Writing a new language is a lot about the ideas that go into the language, and then a lot about implementation.
In the case of Ceylon, a lot of effort went into thinking, discussions, negotiations, explanations, and eventually
trying and documentation, in the form of a specification. Then there's work to be done on the AntLR grammar, the Abstract
Syntax Tree (AST) that the parser/lexer give us, and then the typechecking phase until finally we get to the backend
(backends, in our case: Java bytecode and JavaScript).
But we're not stopping at the language, we're also developing a whole SDK, with an API, tools (ceylond
, ceylonc
,
ceylon
), a module system, and an IDE.
Naturally, while we're in the process of implementing all this stuff, we spend a fair amount of time discovering new
problems, new solutions, and refactoring a lot of code to make it fitter. The number of interdependent pieces in all
this — and the expectation of high-quality — is such that we have to have a proper test suite for these things and,
rest assured: we do. If you've ever wondered how new languages are tested, read on to see how we test the Ceylon
implementation.
Type-checker and parser tests
The first tests in the tool chain concern the very early phase of compiling Ceylon: checking that good code compiles,
bad code does not compile, and that the type system reasons about types the way we expect it to. We currently have
1251 such checks, quite smartly done using compiler annotations such as @error
to mark an AST node where we expect
an error, and @type["Foo"]
to make sure the AST node is of type Foo
.
Here is a brief example where we make sure we can't return a value from a void
method:
void cannotReturnValue() {
if ("Hello"=="Goodbye") {
@error return var;
}
}
And another example where we make sure that the type inference is correct:
@type["Sequence<String>|Sequence<Integer>"] value ut = f({ "aaa" },{ 1 });
The tests will walk the AST and when they see one of these annotations, they check that an error is
reported on the node, or that the node type is as we expected.
Java bytecode generation tests
In the Java bytecode compiler backend, we generate Java bytecode, but as previously described
we are plugged in the javac
compiler, and we feed it (pseudo-) Java AST. This turns out to be again very useful since
it's much easier to compare Java source code than byte code (for humans). So we have tests that try to compile a small Ceylon
file, typically one per feature, and then we compare the Java code generated with the Java code we expect. For example, to make
sure we can create a class in Ceylon, we write this test:
class Klass() {}
And we see if it generates the following Java code:
package com.redhat.ceylon.compiler.java.test.structure.klass;
class Klass {
Klass() {
}
}
We currently have around 250 tests like these. This might seem a small number, but it's the number of files we're comparing,
so for example when we test numeric operation optimisation, we have one test with 350 lines of Ceylon numeric operator tests
to be tested. We have 100% coverage of the each feature promised on the roadmap.

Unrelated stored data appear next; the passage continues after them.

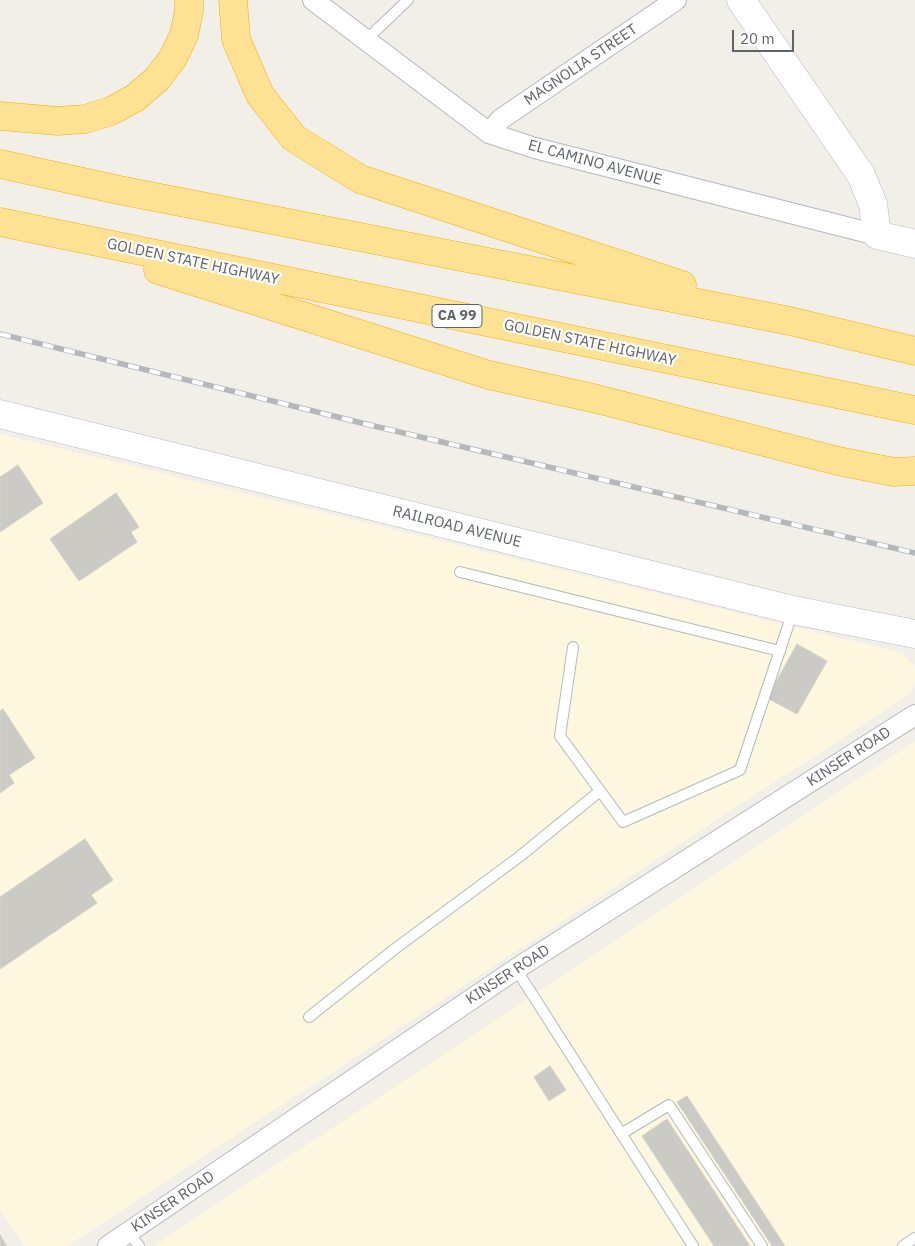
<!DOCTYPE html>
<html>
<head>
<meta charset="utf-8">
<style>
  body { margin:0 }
  #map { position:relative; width:915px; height:1246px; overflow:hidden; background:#f1efe8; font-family:"IBM Plex Sans",sans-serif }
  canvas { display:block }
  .scale { position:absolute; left:732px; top:30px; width:62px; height:22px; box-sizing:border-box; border:2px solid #5f6368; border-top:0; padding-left:6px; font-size:15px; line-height:18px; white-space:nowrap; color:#5f6368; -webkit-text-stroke:4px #fff; paint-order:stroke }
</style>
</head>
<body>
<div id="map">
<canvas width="915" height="1246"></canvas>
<div class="scale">20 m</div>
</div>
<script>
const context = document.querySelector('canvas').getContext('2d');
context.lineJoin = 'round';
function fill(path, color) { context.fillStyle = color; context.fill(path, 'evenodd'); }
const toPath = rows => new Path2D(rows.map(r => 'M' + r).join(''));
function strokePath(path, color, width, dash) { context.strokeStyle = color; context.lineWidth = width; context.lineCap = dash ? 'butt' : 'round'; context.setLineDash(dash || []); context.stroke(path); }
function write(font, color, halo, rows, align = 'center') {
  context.font = font + ' "IBM Plex Sans",sans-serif'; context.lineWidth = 4.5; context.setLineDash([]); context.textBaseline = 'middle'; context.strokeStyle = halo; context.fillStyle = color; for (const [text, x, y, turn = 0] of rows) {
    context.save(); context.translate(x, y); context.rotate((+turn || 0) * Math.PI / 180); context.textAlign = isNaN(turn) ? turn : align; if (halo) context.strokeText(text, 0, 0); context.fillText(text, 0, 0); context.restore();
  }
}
fill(toPath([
  [0,434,902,653,915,666,915,685,909,694,67,1246,25,1246,0,1210],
  [915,742,915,1246,154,1246]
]), '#fef7e0');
const building = toPath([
  [18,465,43,503,0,532,0,477,18,465],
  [116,493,139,527,131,532,137,542,79,581,50,539,116,493],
  [797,644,827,661,797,714,767,698,797,644],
  [3,709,35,758,9,775,14,783,0,793,0,711,3,709],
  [85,839,113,880,91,895,97,903,0,969,0,897,85,839],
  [550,1066,566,1090,549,1101,534,1077,550,1066],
  [687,1096,785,1246,772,1246,677,1102,687,1096],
  [667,1119,750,1246,714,1246,642,1136,667,1119],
  [0,1235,7,1246,0,1246,0,1235]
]);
fill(building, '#cccac5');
strokePath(building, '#d6d1c6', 1);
const lane = toPath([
  [366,40,408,0],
  [460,572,780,651],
  [573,647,560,736,623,822,740,770,793,611],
  [516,969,693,1246],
  [309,1017,396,948,519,857,600,791],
  [621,1134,669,1105,762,1246],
  [129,1232,139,1246],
  [903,1246,915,1238]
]);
const street = toPath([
  [313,0,489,133,535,148,877,235],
  [489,133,501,119,676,0],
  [108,1246,516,969,915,715]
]);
const secondary = toPath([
  [741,0,861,175,873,204,877,235,915,244],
  [0,414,793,610,915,634]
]);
const highway = toPath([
  [233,0,236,39,260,95,294,138,360,179,682,285],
  [0,116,58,121,85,119,111,111,135,98,157,79,173,58,184,35,189,11,189,0],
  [0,164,119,190,790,321,915,351],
  [0,222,915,410],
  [158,270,489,375,597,399,838,461,894,472,915,471]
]);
strokePath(lane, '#b5b8bc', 12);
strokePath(street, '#b5b8bc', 22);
strokePath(secondary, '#b6babf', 29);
strokePath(highway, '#f9ab00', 29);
strokePath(lane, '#fff', 10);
strokePath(street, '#fff', 20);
strokePath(secondary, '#fff', 28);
strokePath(highway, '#fde293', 28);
const rail = toPath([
  [0,334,374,426,915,553]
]);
strokePath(rail, '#b6b7b8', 5.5);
strokePath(rail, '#fff', 4, [11]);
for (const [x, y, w] of [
  [457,316,50]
]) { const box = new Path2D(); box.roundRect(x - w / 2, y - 11.5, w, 23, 4); context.fillStyle = '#fff'; context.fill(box); strokePath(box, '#5f6368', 1); }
write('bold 14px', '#5f6368', null, [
  ["CA 99",457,316]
]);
write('15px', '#5f6368', '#fff', [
  ["MAGNOLIA STREET",581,65,-34],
  ["EL CAMINO AVENUE",595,163,15],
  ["GOLDEN STATE HIGHWAY",193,262,12],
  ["GOLDEN STATE HIGHWAY",590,343,12],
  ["RAILROAD AVENUE",457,527,14],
  ["KINSER ROAD",849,757,-33],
  ["KINSER ROAD",508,975,-33],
  ["KINSER ROAD",173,1202,-34]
]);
</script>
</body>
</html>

Of course, occasionally we have bugs for things that are corner cases, so for each bug reported we have one such test as well.
Model loader tests
The compiler is not only generating bytecode, though. It's also loading bytecode. By the truck-load. Since it's an incremental
compiler, it needs to be able to load compiled Ceylon bytecode and map it into a model that the type-checker can work with. The
piece that loads bytecode (using three different reflection libaries: Javac, Java Reflection and Eclipse JDT) is called the
model loader.
Those get their own tests. We write two files. The first includes code we will compile:
shared class Klass() {
}
And the second will reference declarations from the first file:
Klass klass = Klass();
But because we compile the second one on its own, it will load the model for the first file from the compiled bytecode
(incremental compilation). The test
will then compare the model representation for Klass
that we got during the first compilation (when we were compiling Klass
)
with the model representation we loaded for Klass
during the second compilation. The first model will come directly from the
typechecker after parsing the AST, while the second will come from the model loader. By walking both recursively and checking
that they are completely equivalent, we ensure that we produce the right model when loading it from bytecode.
We have currently 11 such tests, but once again, do not be fooled by the low number of tests here, there's only a certain number of
things we can test here: class, interface, method, attribute declarations and their signatures. We're not testing things like
statements or expressions, only signatures of declarations. And for each declaration we have recursive tests that check every
property of the model object (of which there are many).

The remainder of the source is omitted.